Seven steps from where he’d stood, my arrow lay in the grass,fletchings soaked with bright red blood. Somewhere in the timber beneath me, the largest bull I’d ever arrowed was mortally wounded. Slowly I sank to the ground to wait.

Bugles sounded from around the basin, bulls and cows shifting like schools of salmon, life going forward as it had for every September since elk had called this wilderness home. I’d hunted more than 20 days, covered more miles on foot than I could track and glimpsed close to 30 different bulls. Every one of those bulls lived on public land—some of it Wilderness, some of it just country that is, for now, undiminished by roads.

I had hunted five different mountain ranges with five different partners, and I found myself whispering their names: Crow and Sara, Ari, Awe, Katie ... the Tobacco Roots, Absarokas, Gallatins, Bridgers, Madisons. Our only guides had been the mountains, the wind, instinct and the elk themselves. We knew that at every moment agrizzly, mountain lion or wolf could be stalking the same bulls we were. It was the real wild. Sitting there waiting to take up the blood trail, I couldn’t help thinking, I don’t get to do this again until next September.

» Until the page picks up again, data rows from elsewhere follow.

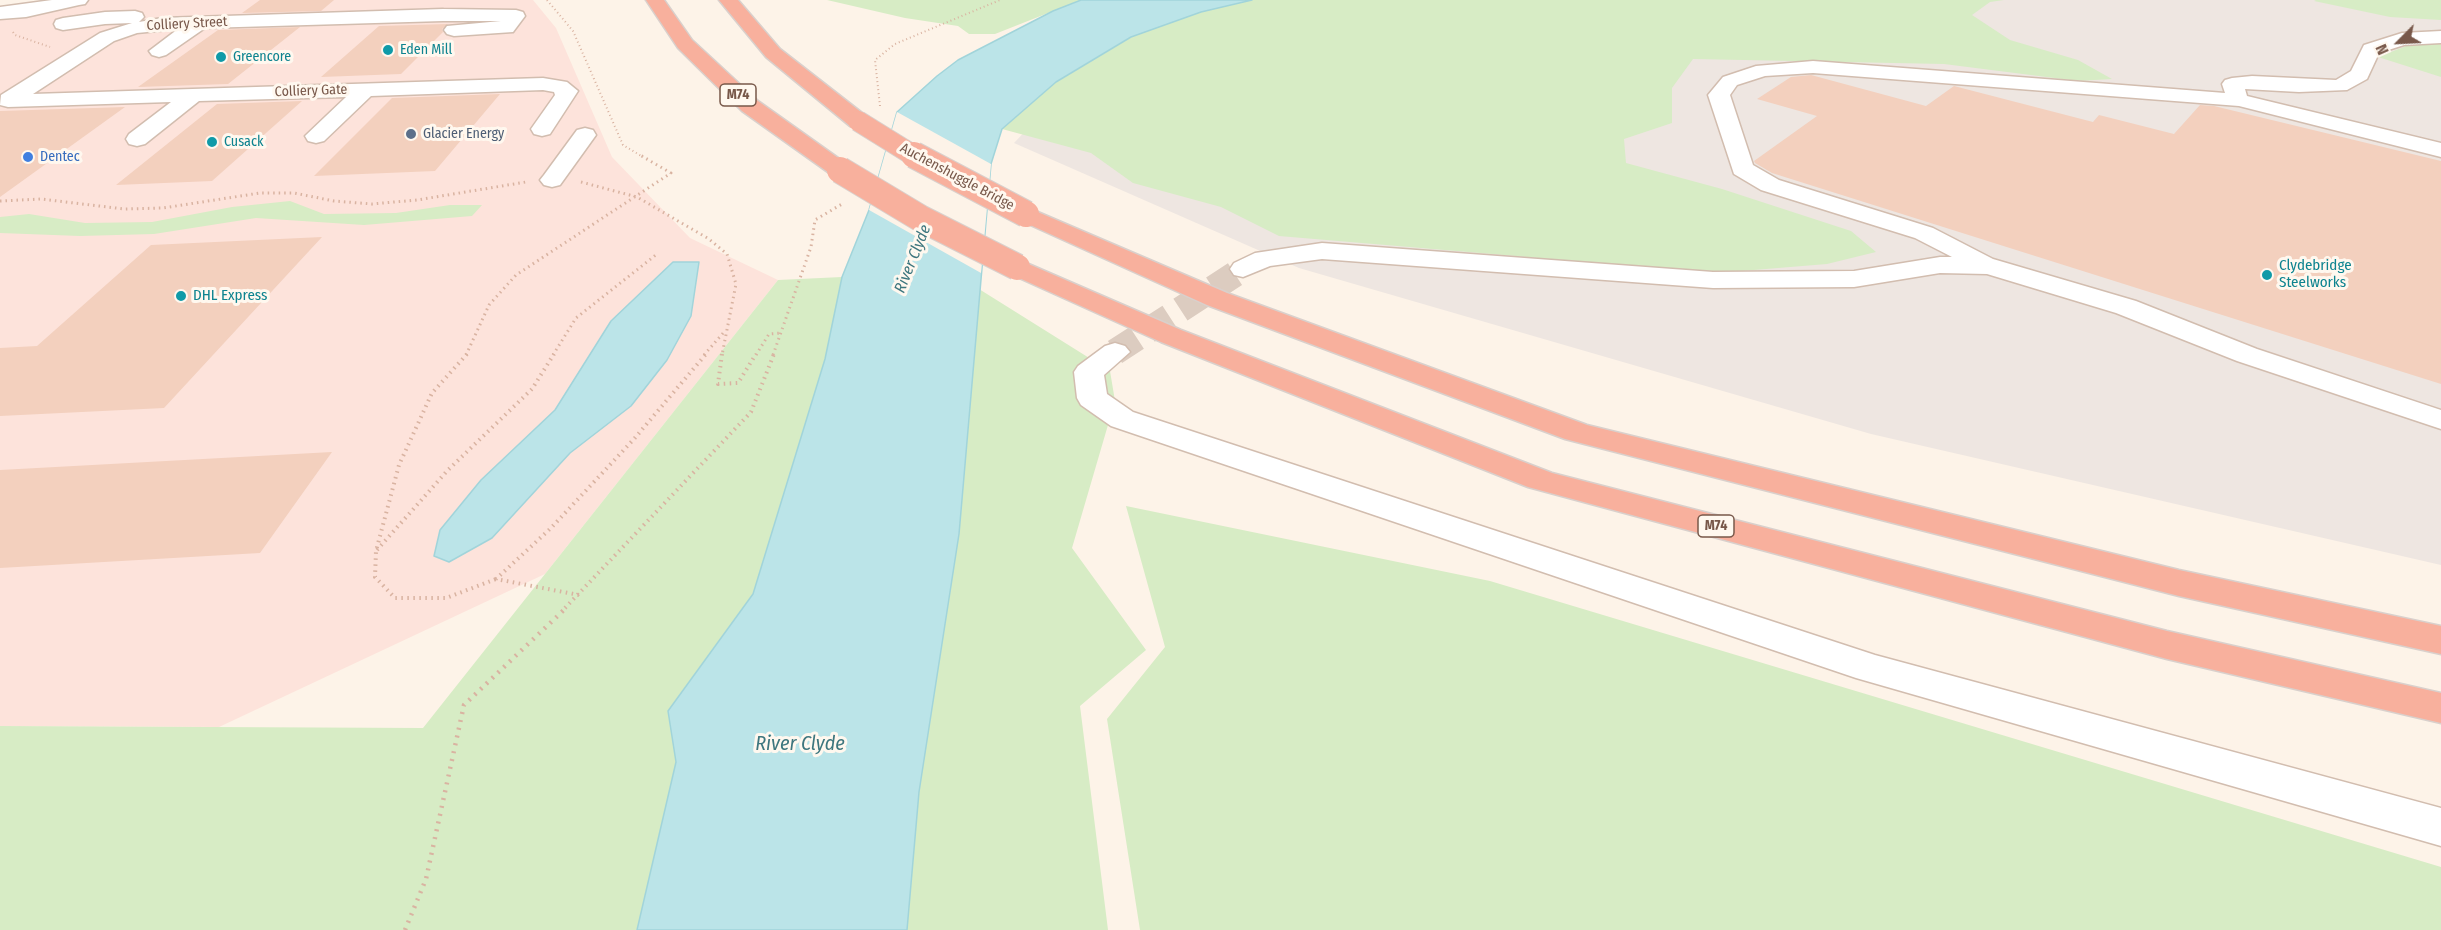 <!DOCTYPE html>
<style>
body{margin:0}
#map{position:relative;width:2441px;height:930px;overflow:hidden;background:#fdf3e8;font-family:"Fira Sans Condensed",sans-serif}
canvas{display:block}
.north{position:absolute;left:2369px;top:12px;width:60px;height:60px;-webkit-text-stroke:4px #fff8ef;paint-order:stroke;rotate:246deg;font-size:16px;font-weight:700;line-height:24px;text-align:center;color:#78584a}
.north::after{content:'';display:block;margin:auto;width:21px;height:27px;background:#78584a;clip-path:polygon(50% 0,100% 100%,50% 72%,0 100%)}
</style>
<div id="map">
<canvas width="2441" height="930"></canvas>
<div class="north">N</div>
</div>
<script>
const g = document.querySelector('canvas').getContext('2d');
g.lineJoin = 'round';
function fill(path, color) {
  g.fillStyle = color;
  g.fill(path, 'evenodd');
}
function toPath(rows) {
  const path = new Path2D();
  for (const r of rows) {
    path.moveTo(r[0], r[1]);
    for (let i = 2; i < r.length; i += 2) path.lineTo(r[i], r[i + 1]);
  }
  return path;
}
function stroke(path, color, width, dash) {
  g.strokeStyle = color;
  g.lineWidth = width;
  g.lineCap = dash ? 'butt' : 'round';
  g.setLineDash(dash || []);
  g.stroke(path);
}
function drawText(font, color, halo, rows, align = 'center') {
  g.font = font + ' "Fira Sans Condensed",sans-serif';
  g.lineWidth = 6;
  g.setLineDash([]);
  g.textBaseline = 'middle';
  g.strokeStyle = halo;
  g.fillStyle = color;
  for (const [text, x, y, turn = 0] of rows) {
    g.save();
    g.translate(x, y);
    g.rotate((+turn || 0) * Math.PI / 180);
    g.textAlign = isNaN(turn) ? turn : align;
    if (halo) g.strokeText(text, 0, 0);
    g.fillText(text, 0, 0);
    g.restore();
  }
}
const commercial = toPath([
 [64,0,533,0,556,28,612,157,690,238,778,280,545,574,219,727,0,726,0,12]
]);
const industrial = toPath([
 [1283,0,2441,0,2441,565,1871,434,1299,268,1014,143,1069,85]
]);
const green = toPath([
 [827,0,1081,0,995,34,969,34,958,26,905,18],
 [1252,0,2004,0,1990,2,1972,15,2010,40,2078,60,2112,79,2078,81,1944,64,1693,59,1672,88,1672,123,1624,139,1626,163,1722,189,1851,231,1876,252,1827,264,1717,273,1279,236,1221,207,1133,183,1091,153,1002,129,1056,82,1131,37,1201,12],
 [2316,0,2441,0,2441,20,2390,17,2314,1],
 [2441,41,2441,77,2378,57,2414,43],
 [290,201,324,214,396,213,450,205,482,205,472,216,364,225,256,218,154,234,80,236,0,233,0,217,29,214,85,223,152,222,232,207],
 [842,277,825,359,753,594,668,711,676,762,637,930,0,930,0,726,423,728,778,280],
 [979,289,1110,371,1115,401,1072,548,1146,650,1080,706,1108,930,907,930,919,792,959,534],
 [1126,506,1490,581,2441,867,2441,930,1140,930,1107,719,1165,647]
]);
const water = toPath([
 [1081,0,1252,0,1201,12,1131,37,1056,82,1002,129,991,164,959,534,919,792,907,930,637,930,676,762,668,711,753,594,825,359,842,277,869,210,897,112,937,76,958,60,1053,11,1081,0],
 [673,262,699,262,691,316,667,360,631,406,570,453,492,538,449,562,434,556,440,530,481,480,555,410,611,321,673,262]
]);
const pier = toPath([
 [897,112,991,164,981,273,869,210]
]);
const building = toPath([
 [260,0,334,0,321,11,242,13],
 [448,24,442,29,443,32,401,74,321,77,379,26],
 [300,27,228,84,138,87,218,30],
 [1811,75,1926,106,1954,86,2093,122,2099,115,2174,134,2200,105,2214,106,2441,161,2441,384,1772,173,1755,163,1754,161,1817,116,1757,99,1791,77],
 [500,94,435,171,314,176,392,98],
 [302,101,212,181,116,185,217,104],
 [125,107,0,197,0,111],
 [322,237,164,408,0,416,0,348,37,346,151,245],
 [332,452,260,553,0,568,0,470]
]);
const minorTunnel = toPath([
 [1115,352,1243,269]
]);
const pathFar3 = toPath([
 [547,0,573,31,623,145,643,157],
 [13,32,15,35,50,47],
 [880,106,875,60,895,44,1000,0]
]);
const pathFar2 = toPath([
 [581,182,637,197,709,239,727,254,736,284,722,355],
 [0,201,41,199,124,209,163,208,260,193,294,193,334,201,372,204,417,200,526,182],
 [466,355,489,305,516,275,671,173,640,155],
 [553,355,576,318,657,254],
 [704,355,724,332],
 [756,355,769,334,782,333],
 [773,355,811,247,815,220,842,204]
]);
const pathFar1 = toPath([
 [467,354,432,393,399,465,376,551,375,577,395,598,446,598,496,579],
 [722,354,718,384,738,383,756,354],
 [377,550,447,471,532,389,554,354],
 [579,595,496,579,551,528,634,439,706,354],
 [565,608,751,412,774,354]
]);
const path = toPath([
 [405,930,426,879,464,705,567,607]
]);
const minor = toPath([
 [52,0,88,0,85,4,79,5,26,17,0,19,0,7,52,0],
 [443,9,516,10,523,12,525,16,513,32,454,36,447,34,444,30,447,26,501,21,443,21,205,28,166,55,159,57,152,55,149,51,178,29,137,33,114,41,33,94,543,78,567,82,578,91,550,134,542,136,534,134,531,129,555,95,554,92,543,90,371,96,324,141,316,143,308,141,305,136,346,97,199,101,145,144,137,146,129,144,126,139,129,134,171,102,8,107,0,105,1,95,100,33,132,23,105,24,63,30,56,28,54,24,56,20,63,18,105,12,135,11,142,13,144,17,139,22,162,18,443,9],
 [2441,31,2441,43,2404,45,2379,53,2367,79,2347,90,2299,92,2245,89,2247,96,2441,143,2441,157,2239,106,1813,73,1765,76,1737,85,1730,95,1753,165,1779,180,1933,228,1993,259,2136,301,2257,349,2441,410,2441,429,2237,361,2116,313,1987,274,1940,273,1854,287,1713,288,1322,259,1270,266,1243,277,1234,275,1230,269,1234,263,1255,253,1322,243,1713,272,1854,271,1940,257,1952,257,1915,238,1761,190,1734,174,1708,95,1723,77,1756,66,1813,61,2225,93,2222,84,2225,80,2232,78,2252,76,2336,80,2351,71,2364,45,2402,33,2441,31],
 [585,128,593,130,596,135,560,185,552,187,544,185,540,180,544,175,577,130,585,128],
 [1115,343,1125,346,1130,352,1104,375,1107,394,1133,412,1875,655,2441,808,2441,846,1856,678,1111,426,1081,405,1077,398,1074,372,1078,366,1105,346,1115,343]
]);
const highway = toPath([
 [646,0,664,0,692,40,758,101,848,165,852,170,848,175,840,177,832,175,742,111,678,48,646,0],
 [719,0,738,0,780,49,866,116,869,121,866,126,858,128,850,126,766,57,719,0],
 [1026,207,1227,293,1587,425,2179,570,2441,626,2441,654,2179,596,1565,439,1207,305,1017,219,1014,214,1017,209,1026,207],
 [1017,259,1181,330,1552,473,2167,631,2441,693,2441,723,2167,659,1528,487,1161,342,1008,273,1004,267,1008,261,1017,259]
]);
const highwayBridgeFar1 = toPath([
 [858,121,916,157]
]);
const highwayBridge = toPath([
 [914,155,1026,214],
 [840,170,920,218,1017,267]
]);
const markers = [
 [388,50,6,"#0f9aa8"],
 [221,57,6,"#0f9aa8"],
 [411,134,6,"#5c6f8a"],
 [212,142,6,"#0f9aa8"],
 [28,157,6,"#3f7fe0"],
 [2267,275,6,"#0f9aa8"],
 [181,296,6,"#0f9aa8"]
];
const farStreetnames = [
 ["Colliery Street",187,24,-3],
 ["Colliery Gate",311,91,-2],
 ["Auchenshuggle Bridge",957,177,28]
];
const farCulturenames = [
 ["Eden Mill",400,50],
 ["Greencore",233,57],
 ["Cusack",224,142]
];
const shields = [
 [738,95,36],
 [1716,526,36]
];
const shieldNames = [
 ["M74",738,95],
 ["M74",1716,526]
];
const farServicenames = [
 ["Glacier Energy",423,134]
];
const farShopnames = [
 ["Dentec",40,157]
];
const cultureNames = [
 ["Clydebridge",2279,266],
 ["Steelworks",2279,283],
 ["DHL Express",193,296]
];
const waterNames = [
 ["River Clyde",913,259,-68]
];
const nearWaternames = [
 ["River Clyde",800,744]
];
fill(commercial, '#fde3db');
fill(industrial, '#eee6e1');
fill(green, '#d7ecc5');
fill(water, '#bbe4e8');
stroke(water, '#a1d4da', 1.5);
fill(pier, '#fdf3e8');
fill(building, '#f3d0be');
stroke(minorTunnel, '#dcccc0', 26, [26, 13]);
stroke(minor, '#d2bdaf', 3);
stroke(highway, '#d9d0cc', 3);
stroke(pathFar3, '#d9b3a1', 2, [1, 3]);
stroke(pathFar2, '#d9b3a1', 3, [1.5, 4]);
stroke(pathFar1, '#d9b3a1', 4, [1.5, 4.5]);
stroke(path, '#d9b3a1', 4.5, [2, 6]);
fill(minor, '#fff');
fill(highway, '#f8b09d');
stroke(highwayBridgeFar1, '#d9d0cc', 22, []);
stroke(highwayBridge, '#d9d0cc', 28, []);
stroke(highwayBridgeFar1, '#f8b09d', 20);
stroke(highwayBridge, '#f8b09d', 26);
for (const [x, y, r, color] of markers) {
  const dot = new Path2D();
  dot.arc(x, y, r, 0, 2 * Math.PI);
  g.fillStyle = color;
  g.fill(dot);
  stroke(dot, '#fff8ef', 2);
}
drawText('14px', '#78584a', '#fff8ef', farStreetnames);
drawText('14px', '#0d838f', '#fff8ef', farCulturenames, 'left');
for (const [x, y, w] of shields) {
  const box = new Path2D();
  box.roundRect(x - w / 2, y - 11, w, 22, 4.5);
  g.fillStyle = '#fff8ef';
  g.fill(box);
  stroke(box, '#78584a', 1.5);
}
drawText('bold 14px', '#78584a', null, shieldNames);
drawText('14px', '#4e5e75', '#fff8ef', farServicenames, 'left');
drawText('14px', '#366cbe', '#fff8ef', farShopnames, 'left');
drawText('15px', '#0d838f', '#fff8ef', cultureNames, 'left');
drawText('italic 16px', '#3d767e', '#fff8ef', waterNames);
drawText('italic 20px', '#3d767e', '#fff8ef', nearWaternames);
</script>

After 45 minutes, a blood trail my parent’s dachshund could follow led me 70 yards to the bull.

sitka elk huntBefore I held his thick beams and dark, deeply grooved tines, I sat and gave thanks, my hand against his golden side. Unfortunately, the climbing sun said the time for reflection had passed. Temperatures were forecast to reach 80 in the valley below, and the race was on.

Within half an hour I had the backstraps and tenderloins in game bags. Chris arrived after my third sequence of our agreed-upon cow calls, just as I was ready to start quartering. He had been at full draw on a beautiful six-point himself, but never got the angle he needed. I reminded myself how lucky I am to hunt with someone whose borderline-crazy passion for elk is tempered by a respect that insists on only ethical shots. And, especially at that moment, who possessed a strong back and legs, with the will to match.

We worked together to get the quarters free and then hauled the meat in two heavy trips apiece 200 yards up the hillside away from the carcass. The antlers, front shoulders, our bows and remaining gear would be spending the night 12 feet up in a tree, pine boughs shading and masking our cache. With a hindquarter, backstrap and tenderloin loaded into each of our respective packs, Chris and I began the brutal climb to the ridgeline. Eight miles and six ridiculous hours later, we were headed down the road toward a cooler in Bozeman.

As I lay in bed that night, I briefly imagined grizzlies heisting the bull’s shoulders from the tree. I wondered how warm it would be that night. Then the long day caught up with me, and I thought no more.

My alarm blared after what seemed like a scant hour of sleep. My longtime hunting partner and roommate Andrew Crow was already packed and eating breakfast when I crawled into our kitchen. He’d be skipping out of work today to lend a hand. Chris arrived before I’d finished my first cup of coffee, ready to do it all over again. Thank goodness for great friends.

By four that afternoon we were back at the truck, completely haggard, but the meat was still good, the rack was incredible, and all of it was out of the woods. Sleep came even easier that night.